Josh Jacobson at Quora Visit the source
Other answers
Being accepted to ONE Ivy League is difficult. Acceptance rates: Harvard: 6% Yale: 7% Princeton: 7.8% Columbia: 7.4% Cornell: 16.6% Dartmouth: 9.8% Brown: 9.6% UPenn: 12.6% This means that the odds of being admitted to all 8 are, from a purely statistical standpoint, 1 in about 4.7 billion. Of course, being qualified for one increases the likelihood that others will want you, but being admitted to all 8 is extremely difficult and impressive. THAT is really the reason--bragging rights.
Gideon Soule
What you said about the universities having similar benchmarks is not accurate at all. In the US, college admission is more subjective.

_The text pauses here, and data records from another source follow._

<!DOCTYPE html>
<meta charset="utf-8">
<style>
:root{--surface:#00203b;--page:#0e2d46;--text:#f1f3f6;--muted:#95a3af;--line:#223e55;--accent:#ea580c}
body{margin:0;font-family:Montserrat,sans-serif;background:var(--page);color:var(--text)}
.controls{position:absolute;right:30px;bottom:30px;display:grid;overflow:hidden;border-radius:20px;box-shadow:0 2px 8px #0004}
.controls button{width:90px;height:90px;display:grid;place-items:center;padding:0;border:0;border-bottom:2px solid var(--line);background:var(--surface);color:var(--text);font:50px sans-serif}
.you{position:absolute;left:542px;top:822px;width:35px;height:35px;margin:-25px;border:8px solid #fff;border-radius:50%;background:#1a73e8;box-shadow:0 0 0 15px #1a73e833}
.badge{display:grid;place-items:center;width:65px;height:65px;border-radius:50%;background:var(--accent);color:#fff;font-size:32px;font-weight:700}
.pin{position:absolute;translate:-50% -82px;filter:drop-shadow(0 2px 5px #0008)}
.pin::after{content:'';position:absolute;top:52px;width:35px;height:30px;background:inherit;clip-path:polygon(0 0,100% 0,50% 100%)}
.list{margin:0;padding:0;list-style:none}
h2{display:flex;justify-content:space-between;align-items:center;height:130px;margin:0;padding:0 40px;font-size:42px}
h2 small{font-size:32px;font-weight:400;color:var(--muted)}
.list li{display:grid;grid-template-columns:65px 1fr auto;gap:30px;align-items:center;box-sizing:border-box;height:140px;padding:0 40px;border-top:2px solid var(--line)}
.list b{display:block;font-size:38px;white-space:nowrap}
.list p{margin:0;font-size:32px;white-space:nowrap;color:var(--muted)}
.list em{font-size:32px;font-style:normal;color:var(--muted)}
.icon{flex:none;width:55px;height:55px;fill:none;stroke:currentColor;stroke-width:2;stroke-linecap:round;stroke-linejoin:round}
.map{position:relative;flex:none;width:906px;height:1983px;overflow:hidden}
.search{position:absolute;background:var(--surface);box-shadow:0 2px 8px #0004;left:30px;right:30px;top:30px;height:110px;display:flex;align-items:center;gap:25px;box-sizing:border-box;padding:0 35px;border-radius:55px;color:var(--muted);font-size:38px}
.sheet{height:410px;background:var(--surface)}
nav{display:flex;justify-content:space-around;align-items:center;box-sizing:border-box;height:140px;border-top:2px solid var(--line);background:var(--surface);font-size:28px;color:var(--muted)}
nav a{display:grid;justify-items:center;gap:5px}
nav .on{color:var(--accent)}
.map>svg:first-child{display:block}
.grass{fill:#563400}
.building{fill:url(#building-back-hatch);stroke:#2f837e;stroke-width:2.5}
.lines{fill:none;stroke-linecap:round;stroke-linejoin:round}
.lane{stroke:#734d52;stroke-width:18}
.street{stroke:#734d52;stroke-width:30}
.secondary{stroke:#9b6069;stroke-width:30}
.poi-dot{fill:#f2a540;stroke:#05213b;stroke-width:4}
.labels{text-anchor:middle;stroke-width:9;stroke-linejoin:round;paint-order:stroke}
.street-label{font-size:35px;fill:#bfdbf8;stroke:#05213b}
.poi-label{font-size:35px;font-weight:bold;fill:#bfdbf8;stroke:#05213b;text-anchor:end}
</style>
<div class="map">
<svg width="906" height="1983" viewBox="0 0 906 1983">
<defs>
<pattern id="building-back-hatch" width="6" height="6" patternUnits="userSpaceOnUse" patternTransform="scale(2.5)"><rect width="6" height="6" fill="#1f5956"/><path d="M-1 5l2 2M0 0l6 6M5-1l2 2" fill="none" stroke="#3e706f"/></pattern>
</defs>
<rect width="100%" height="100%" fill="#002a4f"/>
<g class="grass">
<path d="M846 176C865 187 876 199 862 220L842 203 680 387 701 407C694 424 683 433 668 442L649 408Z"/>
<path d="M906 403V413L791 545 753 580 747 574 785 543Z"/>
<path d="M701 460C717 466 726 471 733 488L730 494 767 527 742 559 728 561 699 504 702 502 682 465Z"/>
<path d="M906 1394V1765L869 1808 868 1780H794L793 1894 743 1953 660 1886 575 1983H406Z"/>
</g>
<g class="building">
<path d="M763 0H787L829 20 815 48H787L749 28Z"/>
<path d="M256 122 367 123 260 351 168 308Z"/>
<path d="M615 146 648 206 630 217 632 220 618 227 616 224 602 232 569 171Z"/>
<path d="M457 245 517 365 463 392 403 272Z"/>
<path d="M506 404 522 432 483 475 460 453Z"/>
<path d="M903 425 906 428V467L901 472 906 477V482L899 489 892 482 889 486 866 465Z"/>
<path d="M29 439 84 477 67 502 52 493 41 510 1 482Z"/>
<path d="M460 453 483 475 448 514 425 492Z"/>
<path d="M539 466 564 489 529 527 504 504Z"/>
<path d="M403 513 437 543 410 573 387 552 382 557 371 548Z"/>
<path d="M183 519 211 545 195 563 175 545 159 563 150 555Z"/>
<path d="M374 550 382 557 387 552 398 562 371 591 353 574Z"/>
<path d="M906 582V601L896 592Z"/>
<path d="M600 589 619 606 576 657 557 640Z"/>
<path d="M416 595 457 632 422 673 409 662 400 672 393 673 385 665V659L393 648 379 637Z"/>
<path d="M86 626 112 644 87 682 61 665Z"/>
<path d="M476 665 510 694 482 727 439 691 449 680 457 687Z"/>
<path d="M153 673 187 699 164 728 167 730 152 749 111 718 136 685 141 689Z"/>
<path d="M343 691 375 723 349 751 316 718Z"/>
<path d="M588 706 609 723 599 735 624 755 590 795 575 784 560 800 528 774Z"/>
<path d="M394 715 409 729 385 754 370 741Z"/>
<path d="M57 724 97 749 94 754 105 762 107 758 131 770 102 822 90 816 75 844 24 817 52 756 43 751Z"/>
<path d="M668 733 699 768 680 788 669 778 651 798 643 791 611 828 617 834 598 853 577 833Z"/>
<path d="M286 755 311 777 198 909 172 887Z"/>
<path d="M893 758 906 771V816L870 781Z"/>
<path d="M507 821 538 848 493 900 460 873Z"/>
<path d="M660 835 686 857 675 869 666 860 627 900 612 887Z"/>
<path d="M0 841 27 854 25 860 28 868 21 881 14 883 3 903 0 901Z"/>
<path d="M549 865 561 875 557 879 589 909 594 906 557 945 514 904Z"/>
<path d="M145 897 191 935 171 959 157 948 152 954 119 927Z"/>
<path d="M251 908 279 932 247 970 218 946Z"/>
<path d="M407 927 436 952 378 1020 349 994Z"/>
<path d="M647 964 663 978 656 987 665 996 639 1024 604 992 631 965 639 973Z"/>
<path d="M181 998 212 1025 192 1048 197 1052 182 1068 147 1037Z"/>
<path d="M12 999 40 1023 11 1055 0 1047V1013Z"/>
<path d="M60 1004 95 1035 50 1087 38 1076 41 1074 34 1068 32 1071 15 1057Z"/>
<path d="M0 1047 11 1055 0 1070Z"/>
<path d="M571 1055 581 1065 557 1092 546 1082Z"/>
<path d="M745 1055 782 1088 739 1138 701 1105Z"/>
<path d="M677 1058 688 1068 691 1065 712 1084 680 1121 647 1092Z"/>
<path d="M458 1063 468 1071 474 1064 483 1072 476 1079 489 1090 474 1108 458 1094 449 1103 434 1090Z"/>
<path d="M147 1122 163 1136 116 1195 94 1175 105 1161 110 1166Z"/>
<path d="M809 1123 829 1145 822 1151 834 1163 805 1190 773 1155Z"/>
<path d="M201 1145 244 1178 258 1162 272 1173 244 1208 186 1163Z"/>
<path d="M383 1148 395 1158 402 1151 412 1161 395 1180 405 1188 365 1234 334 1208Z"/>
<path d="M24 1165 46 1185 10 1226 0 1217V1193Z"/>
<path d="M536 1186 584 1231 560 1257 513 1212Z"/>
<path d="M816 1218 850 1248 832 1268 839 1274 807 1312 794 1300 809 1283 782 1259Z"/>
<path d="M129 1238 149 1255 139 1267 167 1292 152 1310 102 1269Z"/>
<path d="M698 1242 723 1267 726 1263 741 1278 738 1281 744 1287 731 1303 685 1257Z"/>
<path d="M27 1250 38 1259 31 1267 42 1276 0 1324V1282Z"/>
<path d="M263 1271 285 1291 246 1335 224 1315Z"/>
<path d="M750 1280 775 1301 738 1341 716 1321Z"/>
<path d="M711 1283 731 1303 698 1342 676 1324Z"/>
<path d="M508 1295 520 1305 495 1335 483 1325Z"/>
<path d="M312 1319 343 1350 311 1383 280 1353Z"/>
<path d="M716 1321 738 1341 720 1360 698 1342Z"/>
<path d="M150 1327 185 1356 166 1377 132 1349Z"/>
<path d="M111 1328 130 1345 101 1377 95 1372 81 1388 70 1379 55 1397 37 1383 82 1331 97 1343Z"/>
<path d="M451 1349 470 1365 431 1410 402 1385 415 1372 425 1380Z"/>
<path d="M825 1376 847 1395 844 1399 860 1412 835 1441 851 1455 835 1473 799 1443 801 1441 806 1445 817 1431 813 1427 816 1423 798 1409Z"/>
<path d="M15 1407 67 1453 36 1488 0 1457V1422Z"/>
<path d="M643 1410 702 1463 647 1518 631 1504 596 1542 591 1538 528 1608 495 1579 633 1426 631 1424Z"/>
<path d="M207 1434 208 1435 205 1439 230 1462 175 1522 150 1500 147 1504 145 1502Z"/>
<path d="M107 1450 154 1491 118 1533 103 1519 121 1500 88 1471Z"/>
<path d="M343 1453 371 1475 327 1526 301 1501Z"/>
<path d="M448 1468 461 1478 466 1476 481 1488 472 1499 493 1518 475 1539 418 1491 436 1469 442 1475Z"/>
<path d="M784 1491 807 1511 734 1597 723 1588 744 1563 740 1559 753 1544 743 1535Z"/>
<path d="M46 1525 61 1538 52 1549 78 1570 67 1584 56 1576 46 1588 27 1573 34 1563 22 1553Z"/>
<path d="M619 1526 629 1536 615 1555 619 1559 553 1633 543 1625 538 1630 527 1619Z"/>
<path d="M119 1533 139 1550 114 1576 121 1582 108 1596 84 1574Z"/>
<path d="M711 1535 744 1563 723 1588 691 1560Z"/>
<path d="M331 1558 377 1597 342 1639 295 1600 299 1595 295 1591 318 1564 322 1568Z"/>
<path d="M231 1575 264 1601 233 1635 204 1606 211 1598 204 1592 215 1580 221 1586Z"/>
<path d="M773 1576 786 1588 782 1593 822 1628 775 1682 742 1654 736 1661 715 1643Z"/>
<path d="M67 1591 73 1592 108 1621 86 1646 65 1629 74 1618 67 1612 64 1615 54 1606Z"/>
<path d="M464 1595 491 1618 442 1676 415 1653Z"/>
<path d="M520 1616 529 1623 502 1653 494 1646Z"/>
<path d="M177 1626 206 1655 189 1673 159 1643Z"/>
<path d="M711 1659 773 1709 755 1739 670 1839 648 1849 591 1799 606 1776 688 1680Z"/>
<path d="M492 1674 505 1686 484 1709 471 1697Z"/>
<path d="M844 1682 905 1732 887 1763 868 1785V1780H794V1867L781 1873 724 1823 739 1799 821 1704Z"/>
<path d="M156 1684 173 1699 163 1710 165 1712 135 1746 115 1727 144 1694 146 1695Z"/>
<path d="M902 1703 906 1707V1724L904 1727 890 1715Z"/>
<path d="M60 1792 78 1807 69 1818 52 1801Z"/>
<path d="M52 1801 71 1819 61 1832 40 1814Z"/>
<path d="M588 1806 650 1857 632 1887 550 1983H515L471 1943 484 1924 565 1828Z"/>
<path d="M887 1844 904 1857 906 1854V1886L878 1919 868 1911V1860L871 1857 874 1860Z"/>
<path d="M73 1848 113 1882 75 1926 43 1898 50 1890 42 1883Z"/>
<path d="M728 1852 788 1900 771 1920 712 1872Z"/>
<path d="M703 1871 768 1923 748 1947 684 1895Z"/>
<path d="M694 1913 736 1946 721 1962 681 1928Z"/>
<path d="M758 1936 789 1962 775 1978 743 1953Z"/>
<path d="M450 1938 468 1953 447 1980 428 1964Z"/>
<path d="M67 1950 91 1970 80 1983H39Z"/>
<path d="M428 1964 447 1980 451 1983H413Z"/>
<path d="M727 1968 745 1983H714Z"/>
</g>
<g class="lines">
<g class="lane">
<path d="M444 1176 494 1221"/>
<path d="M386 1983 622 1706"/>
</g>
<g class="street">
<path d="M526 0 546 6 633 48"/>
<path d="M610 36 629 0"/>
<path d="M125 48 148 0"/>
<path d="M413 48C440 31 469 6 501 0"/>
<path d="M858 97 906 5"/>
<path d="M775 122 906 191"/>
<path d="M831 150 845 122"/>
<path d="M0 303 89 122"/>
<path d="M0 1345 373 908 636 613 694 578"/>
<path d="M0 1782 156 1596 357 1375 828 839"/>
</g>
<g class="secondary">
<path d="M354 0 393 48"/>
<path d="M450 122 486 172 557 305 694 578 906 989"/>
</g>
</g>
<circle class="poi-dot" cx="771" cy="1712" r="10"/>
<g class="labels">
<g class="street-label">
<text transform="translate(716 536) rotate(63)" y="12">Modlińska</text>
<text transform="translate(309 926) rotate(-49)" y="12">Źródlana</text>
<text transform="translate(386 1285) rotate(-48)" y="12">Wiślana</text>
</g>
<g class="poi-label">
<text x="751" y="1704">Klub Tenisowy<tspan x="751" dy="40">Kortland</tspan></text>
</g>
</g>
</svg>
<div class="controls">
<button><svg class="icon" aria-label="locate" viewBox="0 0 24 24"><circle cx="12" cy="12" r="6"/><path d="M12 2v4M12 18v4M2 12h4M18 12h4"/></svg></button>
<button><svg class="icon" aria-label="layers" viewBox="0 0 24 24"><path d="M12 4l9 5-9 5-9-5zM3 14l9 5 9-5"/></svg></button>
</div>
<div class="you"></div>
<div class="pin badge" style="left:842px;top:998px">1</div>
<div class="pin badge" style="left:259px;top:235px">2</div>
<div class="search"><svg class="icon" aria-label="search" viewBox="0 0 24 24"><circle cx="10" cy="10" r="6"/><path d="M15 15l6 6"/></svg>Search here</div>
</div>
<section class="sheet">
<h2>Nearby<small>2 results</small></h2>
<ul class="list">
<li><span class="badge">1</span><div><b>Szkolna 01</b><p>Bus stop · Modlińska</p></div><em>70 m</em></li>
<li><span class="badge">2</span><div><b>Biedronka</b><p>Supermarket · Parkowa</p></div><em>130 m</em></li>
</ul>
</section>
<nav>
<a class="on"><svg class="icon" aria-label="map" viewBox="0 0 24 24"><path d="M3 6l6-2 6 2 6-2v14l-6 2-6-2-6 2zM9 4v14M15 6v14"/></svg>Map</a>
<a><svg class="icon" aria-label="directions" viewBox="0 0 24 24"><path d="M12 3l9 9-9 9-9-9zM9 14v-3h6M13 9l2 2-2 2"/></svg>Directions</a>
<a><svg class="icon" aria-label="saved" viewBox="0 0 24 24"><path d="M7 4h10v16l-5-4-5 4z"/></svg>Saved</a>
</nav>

It's not simply determined by test scores, and there is no formula of getting into any of the 8 Ivies. Each school has their own personalities and tastes of candidates, and they are simply looking for students that can fit in. They require different application essays, and look at the same candidates in different ways. Thus, being accepted to Harvard does not mean you will necessarily get into Yale, Princeton, Columbia, Dartmouth, Penn, Cornell or Brown. So indeed, getting into any one of them is already hard enough, and getting into all eight of them is certainly much more difficult.